If you want subtractive, additive, monophonic, duophonic, polyphonic, multiple oscillator waveforms, multiple LFO types, multiple filter types, multiple triggering modes, keyboard velocity response, integrated effects, an arpeggiator, filter overdrive, programming immediacy, a hefty patch library and the capability of producing a vast and varied range of sublime tonal textures, then the impOSCar really could be the only virtual synth you need!
This is a bold claim, we know, but such has been the response to the impOSCar and our belief in it's ability to produce the highest quality sounds across an extensive tonal range, that it might not be so fanciful after all!
The impOSCar is modeled on the unique and wonderfully esoteric British synthesizer, the OSCar, manufactured between 1983 and 1986 and subsequently used to great effect by artists such as Ultravox, Jean-Michel Jarre, Stevie Wonder, Underworld, Orbital and even Oscar Peterson. Because it was released at the same time as MIDI and early affordable polyphonic synthesisers, the instrument wasn't a huge commercial success and only 2000 were produced before the company ceased trading.
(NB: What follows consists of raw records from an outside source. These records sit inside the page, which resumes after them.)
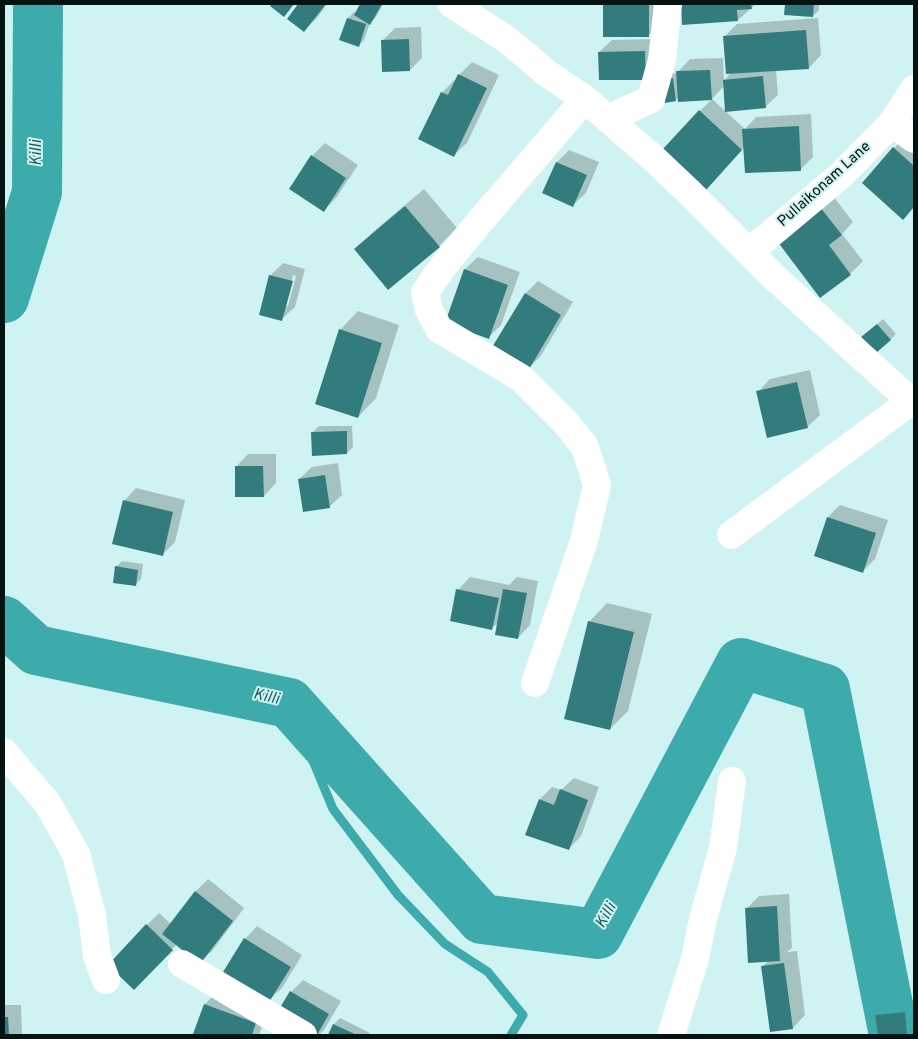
<!DOCTYPE html>
<html>
<head>
<meta charset="utf-8">
<style>
	body { margin:0 }
	#map { position:relative; width:918px; height:1039px; overflow:hidden; background:#cff3f2; font-family:Overpass,sans-serif }
	canvas { display:block }
	.frame { position:absolute; inset:0; border:5px solid #061313; pointer-events:none }
</style>
</head>
<body>
<div id="map">
<canvas width="918" height="1039"></canvas>
<div class="frame"></div>
</div>
<script>
const c = document.querySelector('canvas').getContext('2d');
c.lineJoin = 'round';
function paint(path, color) { c.fillStyle = color; c.fill(path, 'evenodd'); }
const shape = rows => new Path2D(rows.map(r => 'M' + r).join(''));
function stroke(path, color, width, dash) { c.strokeStyle = color; c.lineWidth = width; c.lineCap = dash ? 'butt' : 'round'; c.setLineDash(dash || []); c.stroke(path); }
function write(font, color, halo, rows, align = 'center') {
  c.font = font + ' Overpass,sans-serif'; c.lineWidth = 4; c.setLineDash([]); c.textBaseline = 'middle'; c.strokeStyle = halo; c.fillStyle = color; for (const [text, x, y, turn = 0] of rows) {
    c.save(); c.translate(x, y); c.rotate((+turn || 0) * Math.PI / 180); c.textAlign = isNaN(turn) ? turn : align; if (halo) c.strokeText(text, 0, 0); c.fillText(text, 0, 0); c.restore();
  }
}
const shadow = shape([
	[300,4,327,4,317,18,304,30,289,18],
	[362,4,383,4,376,17,370,23,364,40,358,46,341,40,348,18,354,12,356,13],
	[606,4,661,4,661,24,648,36,604,5],
	[682,4,756,4,738,20,684,24],
	[786,4,819,4,819,10,813,16,786,14],
	[818,18,821,55,809,68,776,70,778,95,765,107,724,86,712,99,745,129,756,117,811,114,813,157,801,169,744,147,718,176,700,111,712,99,679,97,676,100,669,74,677,73,690,59,723,58,724,80,731,73,724,37,737,24],
	[421,27,422,58,410,70,383,40,395,28],
	[657,39,645,78,599,52,612,40],
	[472,62,499,75,467,143,454,155,442,93,454,80,456,81,459,75],
	[906,136,914,143,914,207,903,218,894,148],
	[325,143,358,165,336,198,324,210,312,156],
	[569,150,599,162,586,193,573,205,544,193,557,162],
	[424,189,457,228,439,246,356,249,374,231],
	[833,196,853,222,842,234,863,261,850,274,778,241],
	[478,257,520,272,501,325,488,338,446,323,465,269],
	[283,263,305,269,295,307,282,319,270,276],
	[293,275,296,276,288,306,285,306],
	[538,281,573,302,540,357,527,369,493,348,526,293],
	[358,311,399,325,376,398,358,417,340,330],
	[883,319,896,334,890,340,869,331],
	[810,370,820,415,807,427,758,392,770,379],
	[319,426,352,426,353,447,347,453,313,432],
	[248,454,276,454,276,483,264,496,236,467],
	[338,463,342,495,329,507,299,479,312,467],
	[136,488,185,500,175,542,162,555,124,501],
	[840,505,888,520,875,559,863,571,828,517],
	[122,561,143,564,141,579,135,585,116,567],
	[470,577,509,585,517,577,538,581,530,625,518,638,499,622,491,629,458,590],
	[607,603,652,614,628,711,610,729,589,622],
	[574,778,599,787,581,836,569,849,540,799,552,787,561,790],
	[208,879,244,908,213,950,200,962,177,944,147,976,147,925,159,913,171,924,195,892],
	[789,894,792,948,787,952,797,951,805,1015,793,1028,772,1031,763,966,768,961,746,909,759,896],
	[257,926,302,955,282,988,269,1000,245,939],
	[303,980,341,1001,324,1030,319,1035,300,1035,291,992],
	[217,992,268,1010,259,1035,201,1035,195,1033,205,1004],
	[914,1000,914,1035,879,1035,876,1016,889,1003],
	[4,1005,21,1005,22,1035,4,1035],
	[340,1018,370,1033,368,1035,329,1035,334,1024]
]);
const stream = shape([
	[289,703,333,809,398,895,445,944,488,972,523,1015,511,1035]
]);
const river = shape([
	[4,298,37,192,38,4],
	[4,621,36,650,289,703,482,919,598,934,741,663,825,689,894,1035]
]);
const building = shape([
	[272,4,294,4,284,17,270,6],
	[298,4,326,4,304,32,287,19],
	[360,4,382,4,370,25,354,15],
	[681,4,751,4,752,9,737,10,738,21,682,25],
	[785,4,814,4,813,17,784,15],
	[603,5,649,5,649,37,603,37],
	[347,18,366,24,359,47,339,40],
	[806,30,809,69,726,74,723,36],
	[409,39,410,71,382,72,381,40],
	[645,51,646,80,599,80,598,52],
	[710,70,712,100,678,102,676,71],
	[458,74,487,88,454,157,418,139,441,92,448,95],
	[763,76,766,108,725,112,723,80],
	[673,78,676,101,665,103,662,79],
	[699,110,742,150,706,190,662,150],
	[799,126,801,171,745,173,742,129],
	[893,147,914,166,914,207,903,220,862,183],
	[311,155,346,178,324,212,289,189],
	[556,162,587,175,573,207,542,193],
	[405,206,440,247,388,290,354,249],
	[820,207,842,235,829,245,851,275,820,298,777,241],
	[464,269,508,285,489,339,445,323],
	[269,275,293,281,282,321,259,315],
	[525,293,561,315,528,371,491,349],
	[877,324,891,340,876,353,861,337],
	[339,329,382,343,358,418,315,404],
	[797,382,808,428,767,438,756,391],
	[347,431,347,454,312,456,311,432],
	[235,466,263,466,264,497,235,497],
	[325,475,330,508,303,512,298,479],
	[123,500,173,512,163,556,112,544],
	[827,517,876,533,863,573,814,556],
	[115,566,138,570,136,586,113,583],
	[456,589,499,598,492,630,450,621],
	[503,589,527,593,518,639,495,635],
	[588,621,634,632,610,730,564,719],
	[560,789,588,800,569,850,525,835,539,799,554,805],
	[195,891,233,921,200,964,162,934],
	[777,906,780,961,748,963,745,908],
	[146,924,173,950,134,990,108,965],
	[244,938,291,967,269,1002,223,972],
	[784,963,793,1029,770,1032,761,966],
	[290,991,329,1014,317,1035,297,1035,272,1021],
	[204,1004,256,1023,252,1035,198,1035,193,1034],
	[905,1012,907,1035,878,1035,875,1015],
	[4,1017,8,1017,9,1035,4,1035],
	[333,1024,357,1035,328,1035]
]);
const street = shape([
	[608,119,651,99,662,60,668,4],
	[892,123,914,139],
	[749,252,841,175,892,123,914,89],
	[731,535,911,401],
	[535,683,584,541,597,485,585,447,567,424,521,378,439,329,429,310,425,292,445,264,482,219,585,99],
	[4,752,48,804,76,854,92,915,97,956,106,980],
	[182,964,303,1035],
	[671,1035,695,959,703,919,723,848,732,781]
]);
const secondary = shape([
	[452,4,506,39,548,74,585,99,653,158,690,193,775,278,914,404]
]);
const streetNames = [
	["Pullaikonam Lane",825,185,-42]
];
const waterNames = [
	["Killi",38,153,-90],
	["Killi",266,698,12],
	["Killi",607,916,-60]
];
paint(shadow, '#0003');
stroke(stream, '#3daaab', 9);
stroke(river, '#3daaab', 50);
paint(building, '#327c7d');
stroke(street, '#fff', 28);
stroke(secondary, '#fff', 28);
write('15px', '#061313', '#cff3f2', streetNames);
write('italic 16px', '#1f5b5c', '#cff3f2', waterNames);
</script>
</body>
</html>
However, to those in the know, OSCar has been a highly prized item and the secret weapon in many programmer's sonic arsenal. In a sea of monophonic subtractive synths available at that time it was unique and refreshing in many ways:
It looked interesting. It had an additive synthesis section. It had memories. It was duophonic and monophonic and, with the exception of the filter, it was all digital. All of these features contributed to its sound which could be summed up in one word- Awesome.
From sublime to screaming, from clean and clinical to phat as phuck, the OSCar did it all.
The impOSCar was two years in production and since its release it has become one of the most respected virtual synthesisers on the market. All the notable features of the original instrument are evident here as well as several enhancements including a more intuitive additive section, polyphony, increased LFO waveforms and a chorus and delay effects section.
The filters are a particular highlight of the impOSCar and features two stunning 12dB filters running in series, a filter overdrive and sublime separation control. In fact these filters are now so respected, ace instrument and sound design company Spectrasonics licensed them for use in their wonderful Stylus RMX.
With additive and subtractive synthesis, a huge number of potential waveforms on offer, a plethora of kick-ass filter modes and an intuitive design, the impOSCar is capable of a range of sounds far beyond that of any standard subtractive synthesiser.
One of the unique characteristics of the original instrument was it's ability to overdrive the filter for those 'screams like a bastard™' tones. This came about because many synthesists like Billy Currie and Jan Hammer were using instruments like the ARP Odyssey and Minimoog and putting them through overdrive or distortion pedals. The OSCar inventor, Chris Hugget, and then sidekick Paul Wiffen had the idea of incorporating this into the filter itself, thus saving on having to carry a separate pedal.